A LangChain integration for DeepSeek-R1 and Meta Llama-3.3-70B-Instruct-Turbo models via Hugging Face's Inference API, enabling seamless interaction with state-of-the-art language models.
- 🚀 Custom LangChain Chat Model – Optimized for Hugging Face + Together AI.
- ⚡ Sync & Async Support – Run queries in synchronous or asynchronous mode.
- 🌊 Streaming Capabilities – Supports token streaming for real-time responses.
- 🛠️ Tool Calling & Structured Output – Enables function calling and JSON outputs.

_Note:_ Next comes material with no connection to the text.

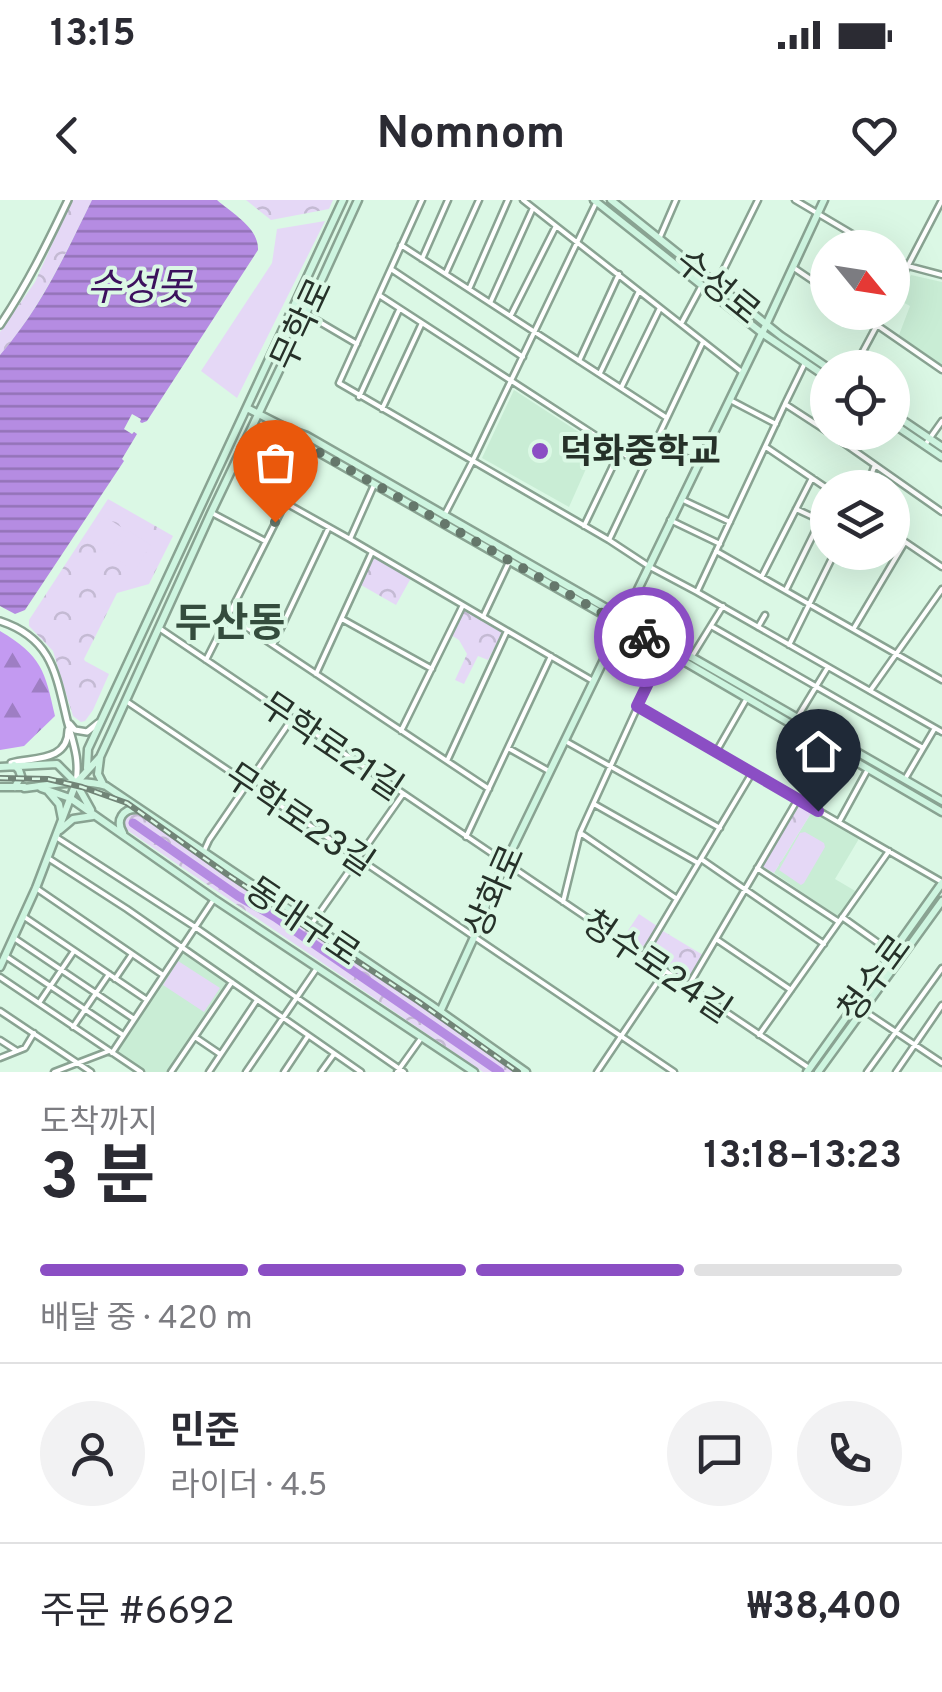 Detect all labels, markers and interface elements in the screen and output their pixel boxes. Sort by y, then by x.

- 🔧 Configurable Model Parameters – Fine-tune temperature, max tokens, etc.
pip install huggingface-togetherai
from huggingface_togetherai import ChatHuggingFaceTogetherAI
hf_token = "your_huggingface_token"
hf_llm = ChatHuggingFaceTogetherAI(
model="deepseek-ai/DeepSeek-R1",
hf_token=hf_token
)
response = hf_llm.invoke("Hi!")
print(response)
In LangChain, the HuggingFaceEndpoint
class is typically used for Hugging Face models:
from langchain_huggingface import HuggingFaceEndpoint
from langchain_huggingface.chat_models import ChatHuggingFace
hf_endpoint = HuggingFaceEndpoint(
repo_id="deepseek-ai/DeepSeek-R1",
task="text-generation",
huggingfacehub_api_token=hf_token
)
langchain_llm = ChatHuggingFace(llm=hf_endpoint)

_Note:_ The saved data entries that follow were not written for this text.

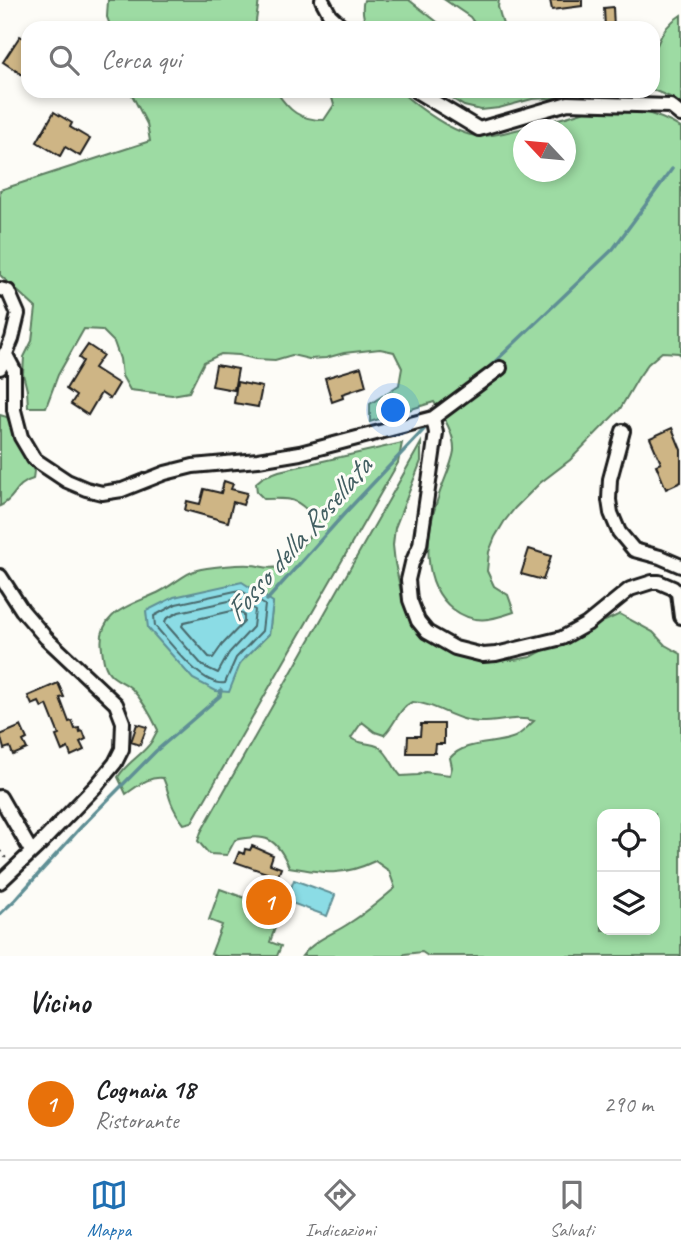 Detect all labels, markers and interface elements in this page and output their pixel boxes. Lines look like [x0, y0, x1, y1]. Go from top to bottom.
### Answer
search box [21, 21, 660, 98]
icon: search [45, 41, 83, 79]
text: Cerca qui [101, 43, 181, 76]
north arrow [513, 119, 576, 182]
your location [376, 393, 410, 427]
water label: Fosso della Rosellata [216, 447, 382, 629]
map controls [597, 809, 660, 935]
button: locate [597, 809, 660, 872]
button: layers [597, 872, 660, 935]
pin: 1 [246, 876, 292, 928]
text: Vicino [28, 983, 90, 1021]
text: Cognaia 18 [95, 1073, 195, 1106]
text: 1 [46, 1090, 56, 1119]
text: 290 m [604, 1090, 653, 1119]
text: Ristorante [95, 1106, 178, 1135]
tab: Mappa [87, 1176, 131, 1242]
tab: Indicazioni [305, 1176, 375, 1242]
tab: Salvati [550, 1176, 594, 1242]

langchain_llm.invoke("Hello")
However, this results in an error:
The model deepseek-ai/DeepSeek-R1 is too large to be loaded automatically (688GB > 10GB).
With Huggingface-TogetherAI, you can seamlessly use large models without running into memory issues:
from huggingface_togetherai import ChatHuggingFaceTogetherAI
hf_llm = ChatHuggingFaceTogetherAI(
model="deepseek-ai/DeepSeek-R1",
hf_token=hf_token,
other_params...
)
response = hf_llm.invoke("Hello")
print(response) # Output: '<think>\n\n</think>\n\nHello! How can I assist you today? 😊'
✅ You can leverage all Langchain functionalities for standard LLMs with this package.
This project is licensed under the MIT License. See the LICENSE file for more details.